OD ONLINE

This year, Od Arts Festival extends online and beyond one weekend. Moving image works shown at venues in the villages can also be watched here on our website, and a number of events including performances, workshops and even walks can be joined remotely.

The Look

Adam Turner, 2017

A short film in which we become implicated in the act of looking at an isolated individual.

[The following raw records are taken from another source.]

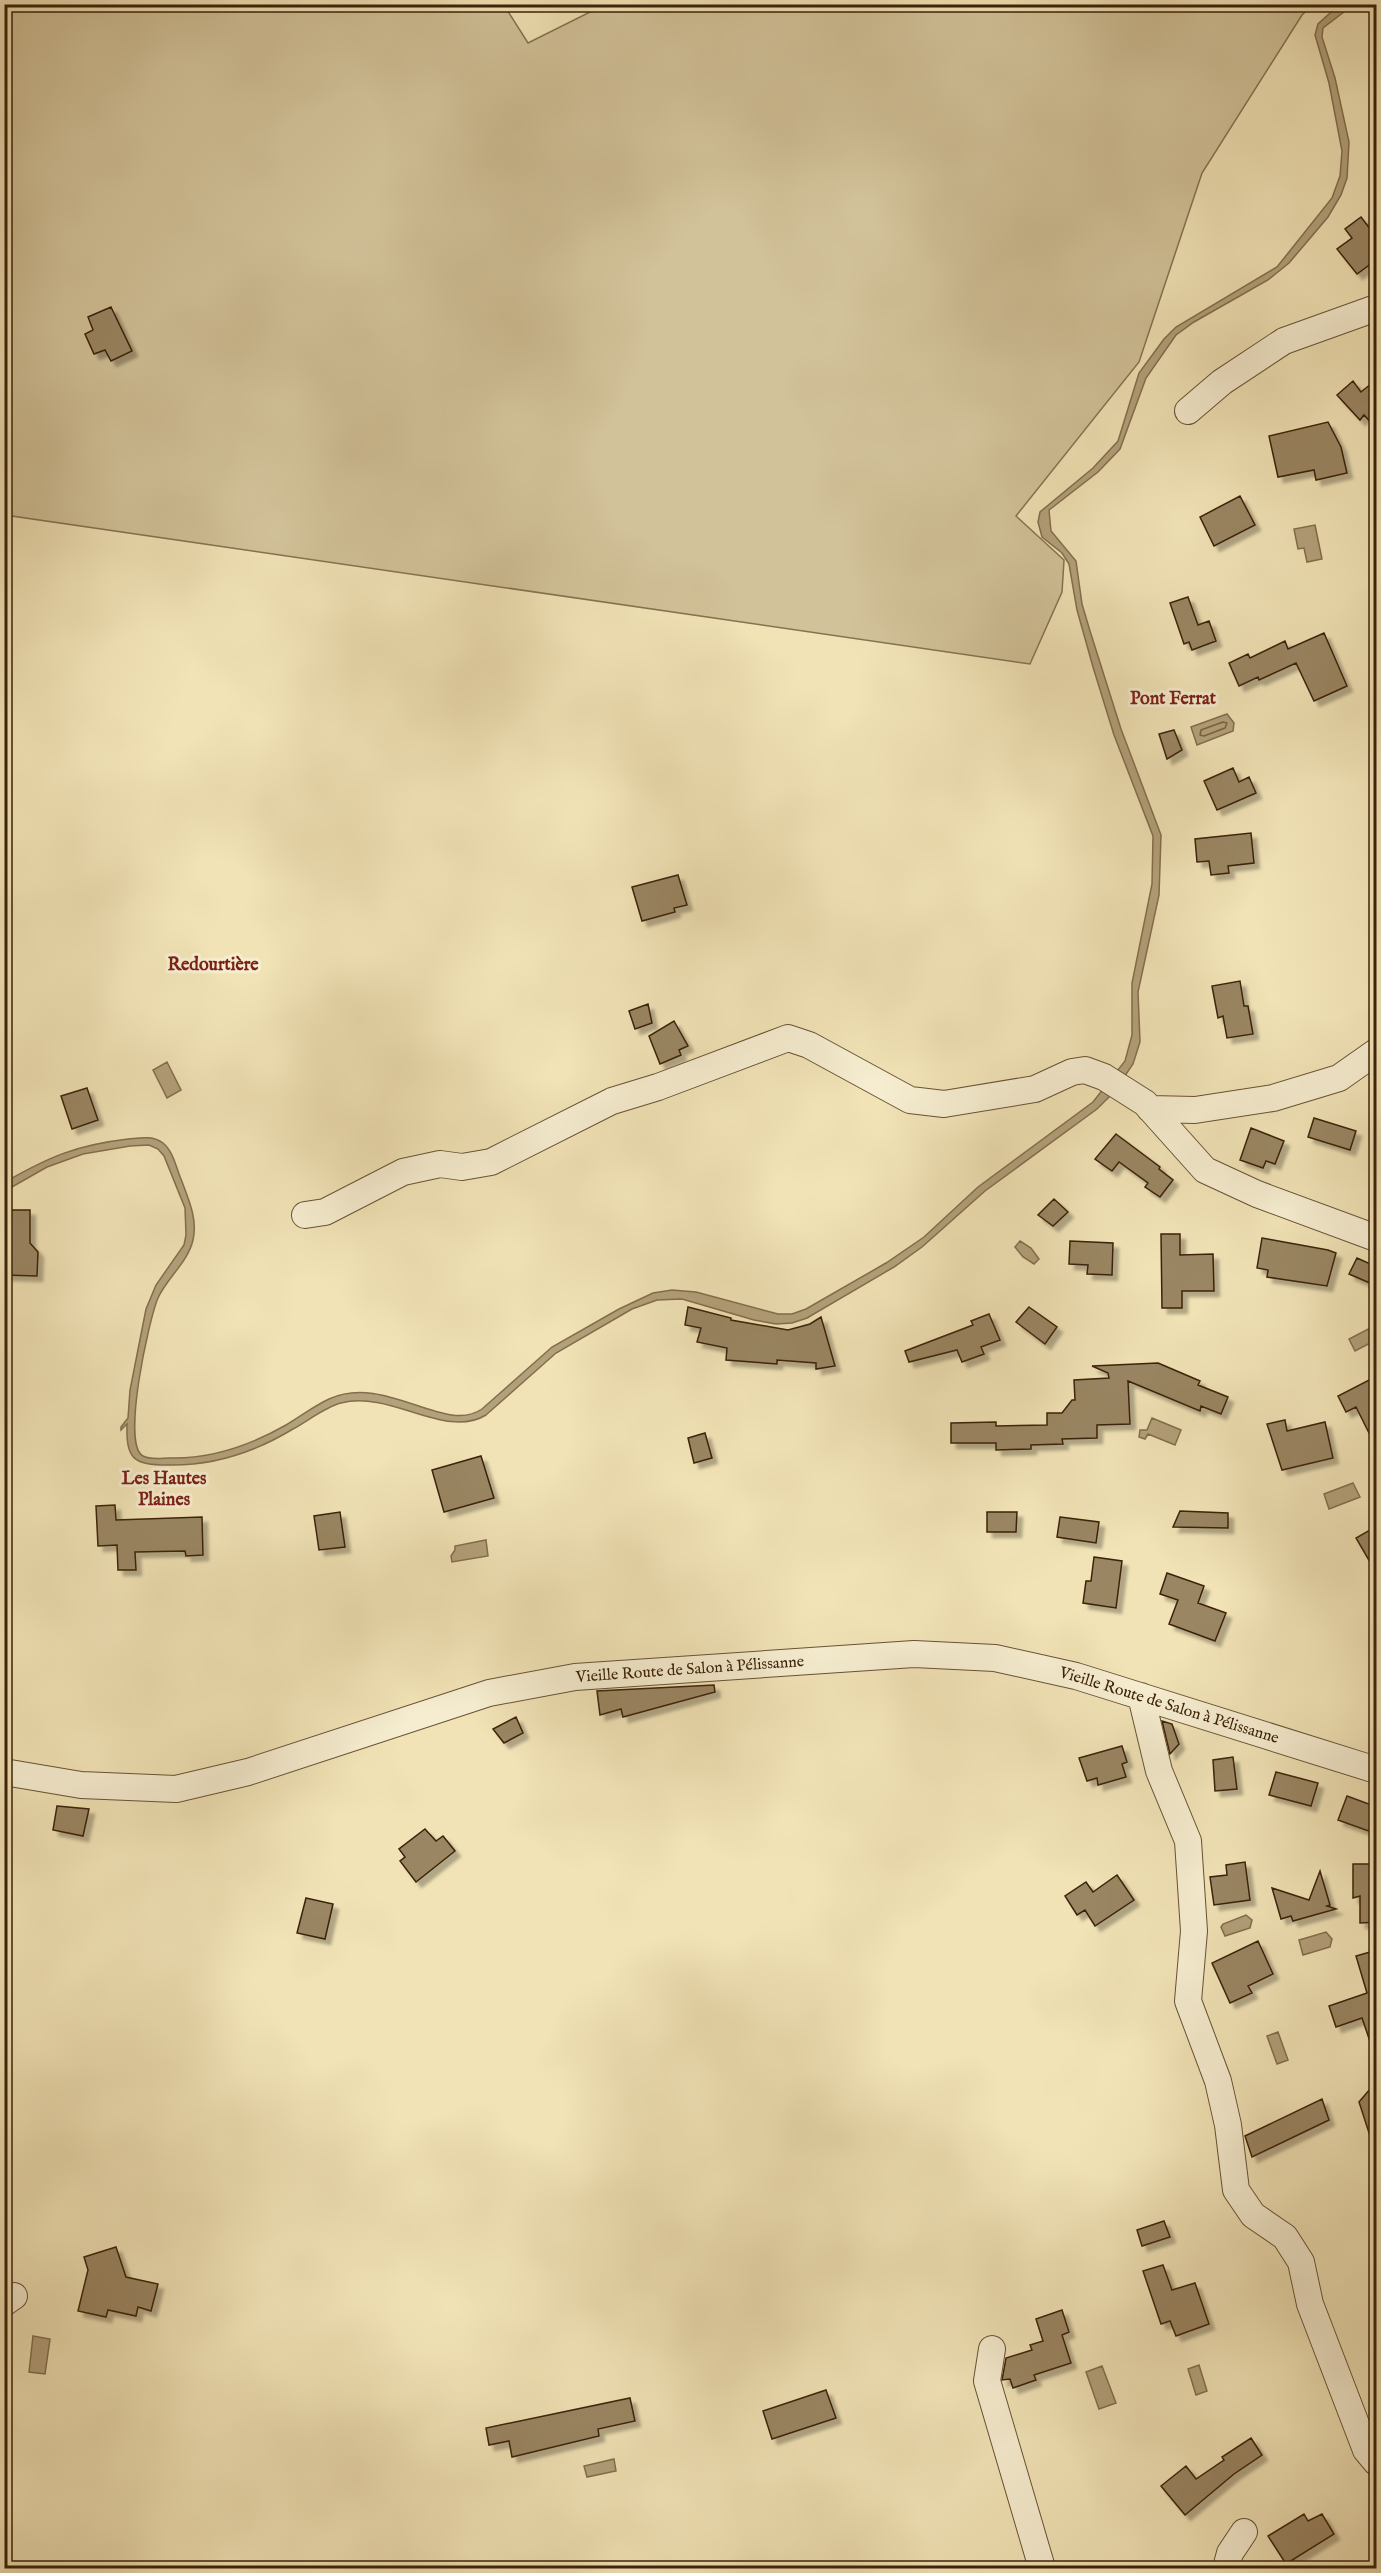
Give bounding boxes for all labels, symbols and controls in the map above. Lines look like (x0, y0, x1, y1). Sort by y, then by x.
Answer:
district label: Pont Ferrat (1130, 688, 1217, 711)
district label: Redourtière (167, 954, 259, 977)
district label: Les Hautes Plaines (122, 1468, 207, 1512)
street label: Vieille Route de Salon à Pélissanne (574, 1652, 805, 1688)
street label: Vieille Route de Salon à Pélissanne (1056, 1663, 1281, 1749)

Adam Turner’s practice focuses on using conventions of cinema to explore the gap between reality and fantasy, creating an uncomfortable uncertainty in his work.

Content Anxiety

Duncan Poulton, 2019

Content Anxiety is a video collage which uses audio appropriated from anonymous teenagers’ ‘Why I Quit YouTube’ videos. It expresses the paradoxes of making, in an era of perpetual storage, content overload and self-branding.

Duncan Poulton uses digital video and image assemblage to address ideas of simulation, copying and circulation, in an increasingly virtual world.

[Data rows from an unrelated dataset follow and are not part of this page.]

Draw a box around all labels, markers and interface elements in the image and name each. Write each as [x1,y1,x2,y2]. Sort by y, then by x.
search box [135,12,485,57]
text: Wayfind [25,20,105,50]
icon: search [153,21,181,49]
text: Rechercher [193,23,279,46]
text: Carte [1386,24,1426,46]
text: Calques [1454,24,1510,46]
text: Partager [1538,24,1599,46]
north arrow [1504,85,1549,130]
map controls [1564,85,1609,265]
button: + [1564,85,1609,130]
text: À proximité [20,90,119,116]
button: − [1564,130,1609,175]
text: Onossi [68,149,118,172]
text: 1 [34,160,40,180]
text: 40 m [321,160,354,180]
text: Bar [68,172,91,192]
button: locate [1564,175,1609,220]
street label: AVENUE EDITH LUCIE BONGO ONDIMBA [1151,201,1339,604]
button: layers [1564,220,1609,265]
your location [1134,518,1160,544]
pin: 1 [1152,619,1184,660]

These Boots Are Made for Walkin’

Eden Mitsenmacher, 2017

A surreal animation pulsating with wit and udder-like toes. To the tune of These Boots Are Made for Walkin’, chosen for its sexual politics and use as a protest song (These Boots are Made for Marching), a woman’s body gradually disintegrates.

Eden Mitsenmacher combines performance, video, and installation to take a critical view
of social, political and cultural issues.

Catherine

Marcy Saude, 2017

A few scenes from a lesser-known Grimm’s fairytale, Frederick and Catherine, are transposed to the West Cumbrian landscape. This film follows a woman’s work and (mis)adventures, exploring low-key folk magic and squatting tactics.

Marcy Saude works with time-based media, with a focus on radical histories, the landscape, counterculture and speculative fiction. She works closely with artist-run film collectives in Bristol and Rotterdam.

Produced at the Allerdale Film Farm.

Redsky66

Ruth Waters, 2017

The artist spent six months conducting Skype interviews with people suffering from severe phobias. Redsky66 tells the story of a man who has Apeirophobia (fear of eternity) and what happens when he sends a viral tweet. It draws on Waters’ own experience of having an extreme phobia, and examines how such anxiety disorders are amplified in the digital age.

Ruth Waters works with film, sound, animation, text and installation. Her work offers critique of the murky uncertainties of our digital era using dark humour and satire.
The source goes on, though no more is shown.